Give Yourself Grace: Jas Hammonds
The doubt monster is a sneaky SoB. It's always there, waiting on the precipice for the opportune moment to jump on your back and slip into your mind. "It won't happen", "You're not such and such", "Who do you think you are?", and the second thoughts go on, and on until...they don't. Because one day, you tell that doubt monster to get off your back. It doesn't go easily. You toss and tumble, go back and forth, it reappears and you fight with each other once more. But then you prevail and fling the wretched beast back into the depths of writer hell. That's not to say it will never come back, but for now, what do we say to the god of self-doubt?
And that's just what Jas Hammonds did.
1. Welp, the first question for these sorts of things is usually the ‘how did you get your agent’ question, but you’ve recently announced your fabulous, pre-empt, debut deal with Roaring Brook Press. So, instead, I’ll ask you this: would you share your journey to “My book is gonna be on an MF’in shelf!”
I know the line “it only takes one yes” is pretty cliche, but it absolutely is the story of how Monuments came to be. I was on submission getting rejections for several months and was feeling pretty down. Then I received an R&R from an editor I really admire. The feedback was extensive and required me to rewrite nearly the entire manuscript. I discussed it with my agent and we agreed to sit on it for a bit. But as the months trickled by and more rejections started rolling in, I decided to throw myself into the R&R because I couldn’t stop thinking about the feedback and how it could potentially make my book so much stronger.
I rewrote the last 80% of my book, changed major plot points, etc. It took about two months. We resubmitted the revised version to the editor...annnnd it still ended up being rejected. I was completely crushed. I’d been on sub for about eight months at that point & was really feeling like it just wasn’t going to happen for this particular book, at least not this time around. And I was ready to make peace with it and work on something else. But my agent and I decided to send the revised manuscript out to another round of editors, and we ended up accepting a pre-empt from the amazing Mekisha Telfer at Roaring Brook!

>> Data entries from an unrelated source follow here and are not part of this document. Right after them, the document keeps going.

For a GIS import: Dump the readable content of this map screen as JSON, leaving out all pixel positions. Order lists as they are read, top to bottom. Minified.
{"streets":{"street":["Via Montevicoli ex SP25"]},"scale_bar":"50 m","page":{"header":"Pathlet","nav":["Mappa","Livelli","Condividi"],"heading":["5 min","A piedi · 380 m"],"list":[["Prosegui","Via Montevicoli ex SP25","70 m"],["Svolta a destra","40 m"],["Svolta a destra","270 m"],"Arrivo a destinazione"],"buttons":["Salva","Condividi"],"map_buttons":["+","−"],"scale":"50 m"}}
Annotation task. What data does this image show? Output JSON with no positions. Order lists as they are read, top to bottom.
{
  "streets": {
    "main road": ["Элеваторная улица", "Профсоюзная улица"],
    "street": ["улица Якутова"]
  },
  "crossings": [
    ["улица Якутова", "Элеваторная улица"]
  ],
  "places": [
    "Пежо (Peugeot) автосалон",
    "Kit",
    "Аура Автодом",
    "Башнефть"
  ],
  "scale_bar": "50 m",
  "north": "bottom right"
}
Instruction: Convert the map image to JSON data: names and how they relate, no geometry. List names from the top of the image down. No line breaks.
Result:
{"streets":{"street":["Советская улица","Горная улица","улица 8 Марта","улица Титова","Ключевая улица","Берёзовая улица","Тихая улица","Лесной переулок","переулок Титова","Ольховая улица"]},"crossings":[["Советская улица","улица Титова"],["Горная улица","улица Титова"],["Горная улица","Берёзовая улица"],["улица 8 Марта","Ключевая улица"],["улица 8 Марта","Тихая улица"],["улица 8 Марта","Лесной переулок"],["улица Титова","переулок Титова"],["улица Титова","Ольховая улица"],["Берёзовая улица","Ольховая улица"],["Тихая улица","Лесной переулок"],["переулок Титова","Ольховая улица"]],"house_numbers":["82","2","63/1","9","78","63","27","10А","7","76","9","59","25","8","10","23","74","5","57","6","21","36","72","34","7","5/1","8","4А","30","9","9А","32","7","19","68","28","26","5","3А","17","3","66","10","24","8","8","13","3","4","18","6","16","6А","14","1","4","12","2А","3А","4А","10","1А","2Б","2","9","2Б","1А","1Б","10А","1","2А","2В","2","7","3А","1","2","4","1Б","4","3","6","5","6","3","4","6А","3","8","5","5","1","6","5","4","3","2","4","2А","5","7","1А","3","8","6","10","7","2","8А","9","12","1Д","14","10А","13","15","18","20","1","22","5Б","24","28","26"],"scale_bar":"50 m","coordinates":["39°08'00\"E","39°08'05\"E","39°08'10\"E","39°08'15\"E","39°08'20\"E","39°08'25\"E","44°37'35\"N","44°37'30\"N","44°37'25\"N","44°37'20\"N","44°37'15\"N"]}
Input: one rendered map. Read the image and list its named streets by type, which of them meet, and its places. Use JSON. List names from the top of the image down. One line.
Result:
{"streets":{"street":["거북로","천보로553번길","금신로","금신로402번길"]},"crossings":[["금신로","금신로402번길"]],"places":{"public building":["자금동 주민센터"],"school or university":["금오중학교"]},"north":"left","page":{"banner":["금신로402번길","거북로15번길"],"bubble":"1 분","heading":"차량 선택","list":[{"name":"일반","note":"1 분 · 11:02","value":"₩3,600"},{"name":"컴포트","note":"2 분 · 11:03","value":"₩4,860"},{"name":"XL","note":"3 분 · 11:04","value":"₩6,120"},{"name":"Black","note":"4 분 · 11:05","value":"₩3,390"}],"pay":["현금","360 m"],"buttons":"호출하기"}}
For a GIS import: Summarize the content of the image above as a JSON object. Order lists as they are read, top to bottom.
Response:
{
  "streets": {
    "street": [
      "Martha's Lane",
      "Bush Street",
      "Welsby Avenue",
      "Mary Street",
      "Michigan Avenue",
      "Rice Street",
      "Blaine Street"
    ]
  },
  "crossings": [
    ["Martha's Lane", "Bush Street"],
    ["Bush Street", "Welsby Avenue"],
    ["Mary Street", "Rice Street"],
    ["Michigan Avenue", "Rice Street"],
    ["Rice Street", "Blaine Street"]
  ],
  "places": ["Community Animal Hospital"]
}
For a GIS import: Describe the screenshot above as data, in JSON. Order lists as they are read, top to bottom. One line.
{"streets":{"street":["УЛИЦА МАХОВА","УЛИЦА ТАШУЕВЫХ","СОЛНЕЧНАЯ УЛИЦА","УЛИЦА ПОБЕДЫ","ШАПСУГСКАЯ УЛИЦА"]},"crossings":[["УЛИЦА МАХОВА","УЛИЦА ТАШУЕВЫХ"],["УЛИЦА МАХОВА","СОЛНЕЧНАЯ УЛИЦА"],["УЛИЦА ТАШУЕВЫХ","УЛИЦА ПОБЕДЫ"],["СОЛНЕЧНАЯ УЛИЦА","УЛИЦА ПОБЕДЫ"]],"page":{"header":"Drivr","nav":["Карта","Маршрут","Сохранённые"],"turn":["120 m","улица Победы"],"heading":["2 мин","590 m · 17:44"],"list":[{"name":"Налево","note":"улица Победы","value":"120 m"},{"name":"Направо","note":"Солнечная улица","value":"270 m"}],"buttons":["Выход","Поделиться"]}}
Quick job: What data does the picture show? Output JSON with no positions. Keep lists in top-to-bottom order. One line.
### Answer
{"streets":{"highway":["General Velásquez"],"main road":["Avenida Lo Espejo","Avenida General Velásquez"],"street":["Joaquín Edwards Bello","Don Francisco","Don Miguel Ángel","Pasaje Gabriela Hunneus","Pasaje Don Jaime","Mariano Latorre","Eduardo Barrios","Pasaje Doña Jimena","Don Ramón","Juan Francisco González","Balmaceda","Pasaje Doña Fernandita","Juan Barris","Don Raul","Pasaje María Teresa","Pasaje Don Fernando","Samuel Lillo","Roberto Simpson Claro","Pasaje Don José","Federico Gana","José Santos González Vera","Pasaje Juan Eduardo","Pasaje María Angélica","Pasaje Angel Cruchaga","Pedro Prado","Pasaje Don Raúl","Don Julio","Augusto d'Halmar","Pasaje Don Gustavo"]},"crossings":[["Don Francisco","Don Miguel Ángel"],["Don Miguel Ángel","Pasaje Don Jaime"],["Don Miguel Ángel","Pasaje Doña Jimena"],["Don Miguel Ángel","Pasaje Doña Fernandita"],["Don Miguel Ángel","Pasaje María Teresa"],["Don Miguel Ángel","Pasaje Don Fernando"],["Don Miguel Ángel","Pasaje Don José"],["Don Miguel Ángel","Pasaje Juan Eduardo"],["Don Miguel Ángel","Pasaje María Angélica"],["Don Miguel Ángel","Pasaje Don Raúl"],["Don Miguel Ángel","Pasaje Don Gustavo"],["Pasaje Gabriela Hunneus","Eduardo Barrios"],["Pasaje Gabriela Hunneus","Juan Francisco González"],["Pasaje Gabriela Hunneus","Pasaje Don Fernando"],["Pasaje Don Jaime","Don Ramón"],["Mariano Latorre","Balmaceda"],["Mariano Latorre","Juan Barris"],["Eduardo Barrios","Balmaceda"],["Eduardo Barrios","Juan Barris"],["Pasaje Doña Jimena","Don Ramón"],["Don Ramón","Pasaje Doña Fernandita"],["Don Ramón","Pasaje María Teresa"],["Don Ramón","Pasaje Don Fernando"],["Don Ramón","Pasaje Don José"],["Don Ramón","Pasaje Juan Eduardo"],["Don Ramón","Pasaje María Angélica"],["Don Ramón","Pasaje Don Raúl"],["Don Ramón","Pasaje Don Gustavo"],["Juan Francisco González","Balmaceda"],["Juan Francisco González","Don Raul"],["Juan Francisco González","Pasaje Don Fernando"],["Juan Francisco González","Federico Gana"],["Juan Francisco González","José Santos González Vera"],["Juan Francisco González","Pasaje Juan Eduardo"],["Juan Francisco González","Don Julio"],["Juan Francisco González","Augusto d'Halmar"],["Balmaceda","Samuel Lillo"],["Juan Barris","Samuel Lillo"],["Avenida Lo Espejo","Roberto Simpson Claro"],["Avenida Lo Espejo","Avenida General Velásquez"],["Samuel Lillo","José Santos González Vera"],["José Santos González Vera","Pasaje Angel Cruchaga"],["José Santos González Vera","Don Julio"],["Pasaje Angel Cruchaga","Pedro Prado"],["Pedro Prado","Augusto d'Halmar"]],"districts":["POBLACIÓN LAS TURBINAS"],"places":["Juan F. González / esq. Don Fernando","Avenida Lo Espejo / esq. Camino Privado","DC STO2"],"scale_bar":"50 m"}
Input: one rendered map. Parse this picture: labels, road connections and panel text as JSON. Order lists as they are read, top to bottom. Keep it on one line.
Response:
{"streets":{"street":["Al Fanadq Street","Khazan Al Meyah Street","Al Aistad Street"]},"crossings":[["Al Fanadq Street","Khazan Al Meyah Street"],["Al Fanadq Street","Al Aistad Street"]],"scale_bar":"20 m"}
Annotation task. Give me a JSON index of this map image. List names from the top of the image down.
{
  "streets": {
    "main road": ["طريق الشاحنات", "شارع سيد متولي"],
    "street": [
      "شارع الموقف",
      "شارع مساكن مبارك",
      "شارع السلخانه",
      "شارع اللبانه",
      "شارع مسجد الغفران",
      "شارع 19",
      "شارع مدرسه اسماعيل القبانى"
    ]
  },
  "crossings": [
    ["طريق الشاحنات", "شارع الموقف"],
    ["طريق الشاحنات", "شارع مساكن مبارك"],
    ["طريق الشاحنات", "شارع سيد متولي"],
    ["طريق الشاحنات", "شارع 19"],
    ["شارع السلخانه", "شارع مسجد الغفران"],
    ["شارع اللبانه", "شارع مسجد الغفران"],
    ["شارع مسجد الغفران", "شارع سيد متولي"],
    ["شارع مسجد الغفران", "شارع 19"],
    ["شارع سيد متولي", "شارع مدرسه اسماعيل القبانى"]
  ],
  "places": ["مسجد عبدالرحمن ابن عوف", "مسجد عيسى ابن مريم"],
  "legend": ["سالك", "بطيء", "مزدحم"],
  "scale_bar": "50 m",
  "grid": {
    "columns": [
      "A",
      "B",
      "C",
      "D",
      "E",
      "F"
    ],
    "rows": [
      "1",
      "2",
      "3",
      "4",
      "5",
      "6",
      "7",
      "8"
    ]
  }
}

For those folks who enjoy timelines:
I started writing We Deserve Monuments in November 2016.
Signed with my agent March 2019.
Went on submission October 2019.
Received offer September 2020.
And the book is set to come out Summer 2022!
2. It’s common to see publication stories that appear to be overnight successes or unicorn stories. However, many authors stress not to perceive this as the norm. Would you mind sharing the bumps of your writing journey? What advice would you give to writers when the doubt monster rears its ugly face?
Absolutely! It’s really hard not to compare yourself to everyone else’s journey, no matter how many times you hear advice telling you the opposite. I definitely felt like a failure multiple times during my submission process, especially when I was seeing people getting deals after being on submission for a few weeks (or even just a few days!). As a former perfectionist “I have to get all A’s” type student, navigating this sense of failure was hard for me because of how subjective the feedback is. Your writing could be stellar to one editor and not up to par with another. You’ll be told an editor “just doesn’t have the spark” to edit your book. And what can you actually do with that feedback besides sit with it and wait for the next response?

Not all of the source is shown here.